=== WORK TO BE COMPLETED ===
Search the material below for lines containing the string "Holiday", and copy every one you find.

=== WORKING DATA ===
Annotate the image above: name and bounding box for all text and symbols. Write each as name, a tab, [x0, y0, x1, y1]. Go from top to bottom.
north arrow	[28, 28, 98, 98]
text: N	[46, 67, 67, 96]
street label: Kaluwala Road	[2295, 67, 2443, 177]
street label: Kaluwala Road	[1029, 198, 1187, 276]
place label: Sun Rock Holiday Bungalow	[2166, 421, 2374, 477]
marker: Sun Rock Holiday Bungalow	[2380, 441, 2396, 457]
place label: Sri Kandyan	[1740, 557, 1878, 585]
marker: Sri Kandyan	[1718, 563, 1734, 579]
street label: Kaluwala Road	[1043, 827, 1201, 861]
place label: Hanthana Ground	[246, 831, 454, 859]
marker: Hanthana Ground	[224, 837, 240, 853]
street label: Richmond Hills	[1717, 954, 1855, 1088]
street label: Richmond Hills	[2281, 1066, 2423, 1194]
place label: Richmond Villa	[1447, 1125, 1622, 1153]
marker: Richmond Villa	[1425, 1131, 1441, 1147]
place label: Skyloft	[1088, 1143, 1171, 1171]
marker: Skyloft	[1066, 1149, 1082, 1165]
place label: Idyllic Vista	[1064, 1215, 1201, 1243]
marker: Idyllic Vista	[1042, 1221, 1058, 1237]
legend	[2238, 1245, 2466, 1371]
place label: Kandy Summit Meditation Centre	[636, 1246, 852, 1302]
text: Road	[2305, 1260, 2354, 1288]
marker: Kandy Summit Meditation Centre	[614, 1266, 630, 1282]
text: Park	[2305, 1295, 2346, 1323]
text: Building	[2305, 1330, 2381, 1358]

=== FINISHED TASK ===
place label: Sun Rock Holiday Bungalow	[2166, 421, 2374, 477]
marker: Sun Rock Holiday Bungalow	[2380, 441, 2396, 457]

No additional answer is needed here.